Reviewed by Jeremy McInerney, University of Pennsylvania

Thommen’s work illustrates both the strengths and shortcomings of a short handbook designed to introduce readers to the study of the environmental history of the Greek and Roman worlds. Constraints of the handbook format, especially length, make it unfair to compare it to more theoretically sophisticated works like Horden and Purcell’s The Corrupting Sea, or more exhaustive tomes such as Sallares’ magnificent 1991 volume, The Ecology of the Ancient Greek World, and in the space of a scant 142 pages of text Thommen is able to touch upon a broad range of topics, from deforestation to changes in shore-line, with short chapters on topics as varied as Fire, Water, Animals and Food, which is not to exhaust the list. Also, the work has a very thorough summary, in the Introduction, briefly noting various modern works devoted to environmental history. Thommen is admirably lucid in laying out the key ancient and modern terms used for discussing environmental matters. The section on further reading is also very helpful and the volume will be a good jumping off point for undergraduates working on environmentally-themed term papers.

A more difficult question to answer, however, is whether such a format is really desirable for a topic as immense as the environmental history of the Ancient Mediterranean. Time and again questions are raised, or more commonly, assertions are made, that one would like to have seen more fully teased out. For example, after a half-page discussion of the Greek understanding of climatic zones and meteorology, Thommen declares, “No concrete effects of this teaching on settlement activity are apparent” (25) This is strictly not true. Lothar Haselberger has shown quite convincingly that classical urban planning took account of Aristotelian notions of the winds. [[1]] Rather than a closed avenue, as Thommen’s comments suggest, this is a new line of inquiry that deserves much more attention. Similarly, a statement such as “During the Augustan period, the poets Vergil and Propertius praised the superior strength of the Roman Empire precisely because of its better environment” (76) borders on oversimplification. Debellare superbos et parcere subiectis is not an environmental manifesto!

A second reservation concerns Thommen’s decision to base his work primarily on literary sources (16) and to take into account “natural-scientific investigations” (which I take to mean archaeology in its fullest sense) “only to a limited degree.” Thus we get Oliver Rackham on the capacity of pine trees to regenerate and the revisionist view that widespread deforestation was not responsible for the degradation of the Greek countryside, and a passing reference to Hans Lohmann’s Atene survey, but no mention of the Nemea Valley Area Project, the Pylos Regional Area Project or the nearly fifty year old Minnesota-Messenia Project. Similarly, on the Roman side, an influential 2010 Dutch landscape and archaeological project entitled Regional Pathways to Complexity is simply absent. Such omissions are a concern: Thommen’s analysis of Roman agriculture relies far too heavily on Columella and Varro, while his treatment of Rome as an urban environment is skewed towards Horace and Martial’s familiar complaints about the noise, traffic and smell of the city. Once again, archaeology is being reduced to a bowl of cherries, to be picked for the juiciest bits but not systematically digested. That’s a step backwards.

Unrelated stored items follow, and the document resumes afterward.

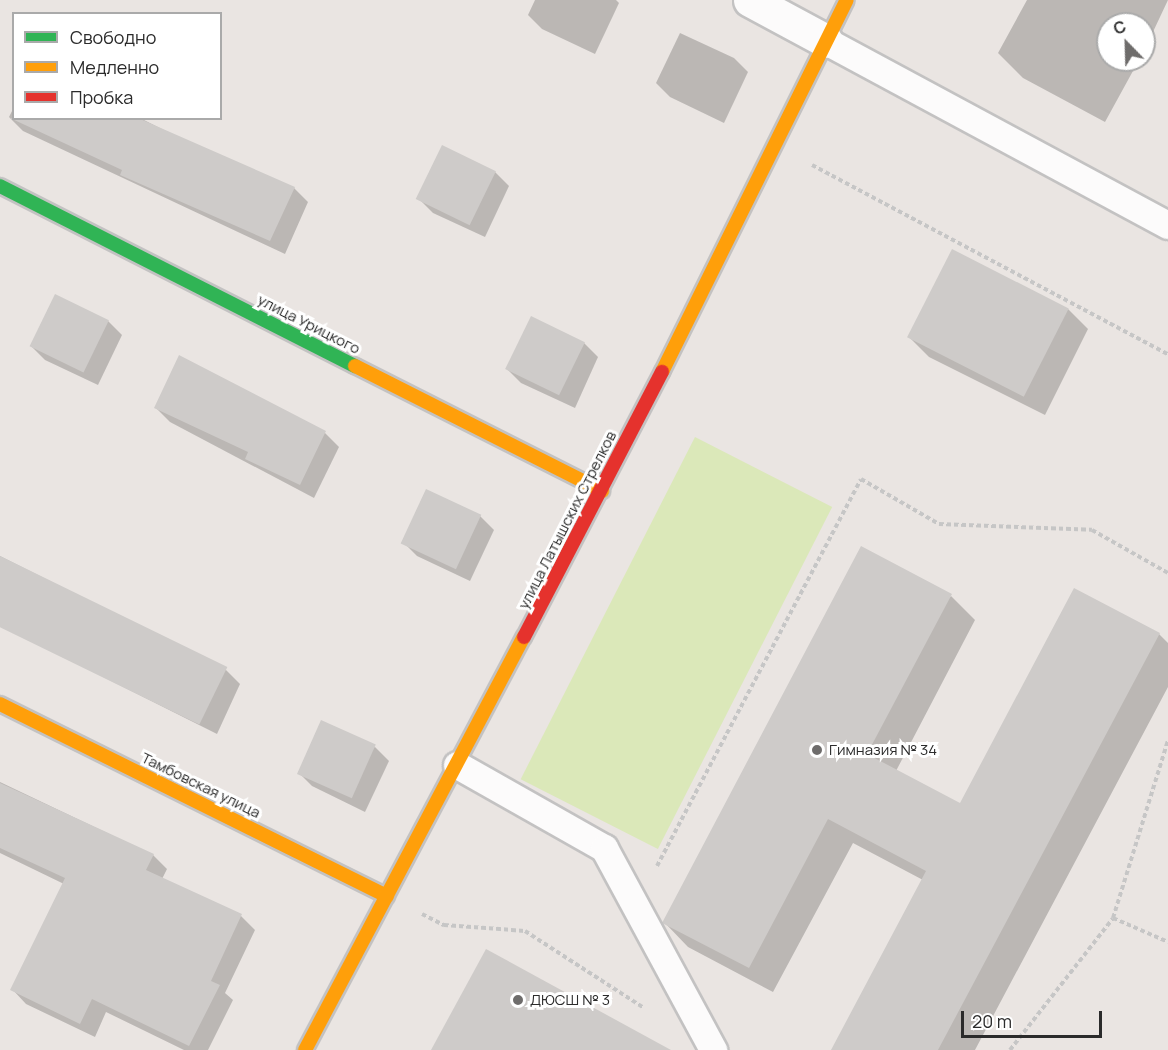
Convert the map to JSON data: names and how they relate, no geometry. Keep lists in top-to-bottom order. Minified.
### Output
{"streets":{"street":["улица Урицкого","улица Латышских Стрелков","Тамбовская улица"]},"crossings":[["улица Урицкого","улица Латышских Стрелков"],["улица Латышских Стрелков","Тамбовская улица"]],"places":["Гимназия № 34","ДЮСШ № 3"],"legend":["Свободно","Медленно","Пробка"],"scale_bar":"20 m","north":"top left"}
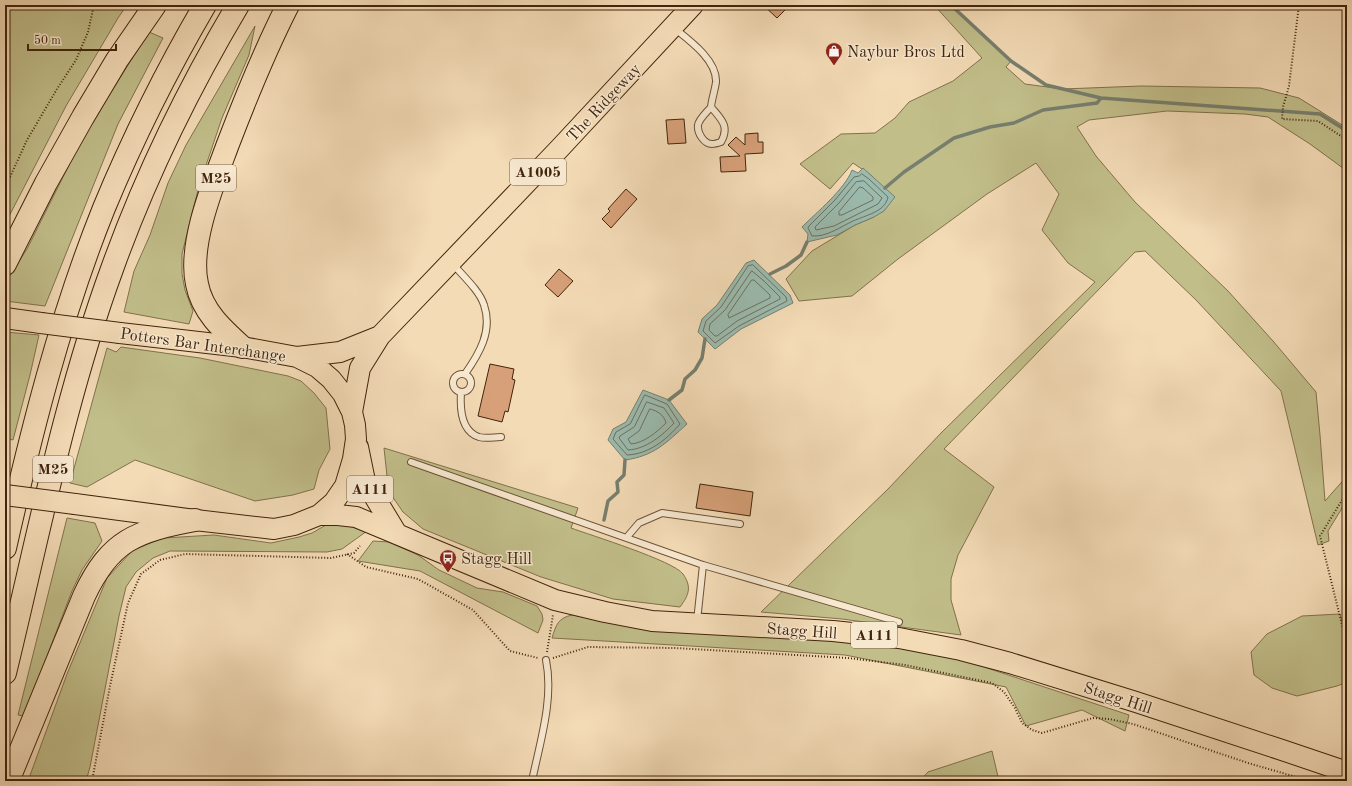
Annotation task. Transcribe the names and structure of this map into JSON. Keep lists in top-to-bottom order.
{
  "streets": {
    "highway": ["M25"],
    "main road": [
      "The Ridgeway",
      "A1005",
      "Potters Bar Interchange",
      "A111",
      "Stagg Hill"
    ]
  },
  "crossings": [
    ["The Ridgeway", "Potters Bar Interchange"],
    ["M25", "Potters Bar Interchange"],
    ["Potters Bar Interchange", "A111"],
    ["Potters Bar Interchange", "Stagg Hill"],
    ["A111", "Stagg Hill"]
  ],
  "places": {
    "shop": ["Naybur Bros Ltd"],
    "bus stop": ["Stagg Hill"]
  },
  "scale_bar": "50 m"
}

Even if we follow Thommen and restrict the analysis to literary sources, there’s much here to cause raised eyebrows. It is not controversial to say that “In Greece the gods took anthropomorphic form,” but recent studies have explored the animal nature of Hera and Zeus, as well as the obvious cases of Athena Hippia and Poseidon Hippios in much greater depth. Accordingly, the statement that Poseidon “was primarily held responsible for earthquakes” is not wrong but only skims the surface, since the cult of the Earthshaker was central to the religious, political and ethnic identity of central Greece. [[2]] Another lost opportunity is the omission of any discussion of the Mycenaean draining of Lake Copais, despite a short section on drainage that mentions a similar, though more modest project under Alexander the Great. One might have expected the greatest engineering feat performed on the Greek mainland in three millennia to have warranted a mention.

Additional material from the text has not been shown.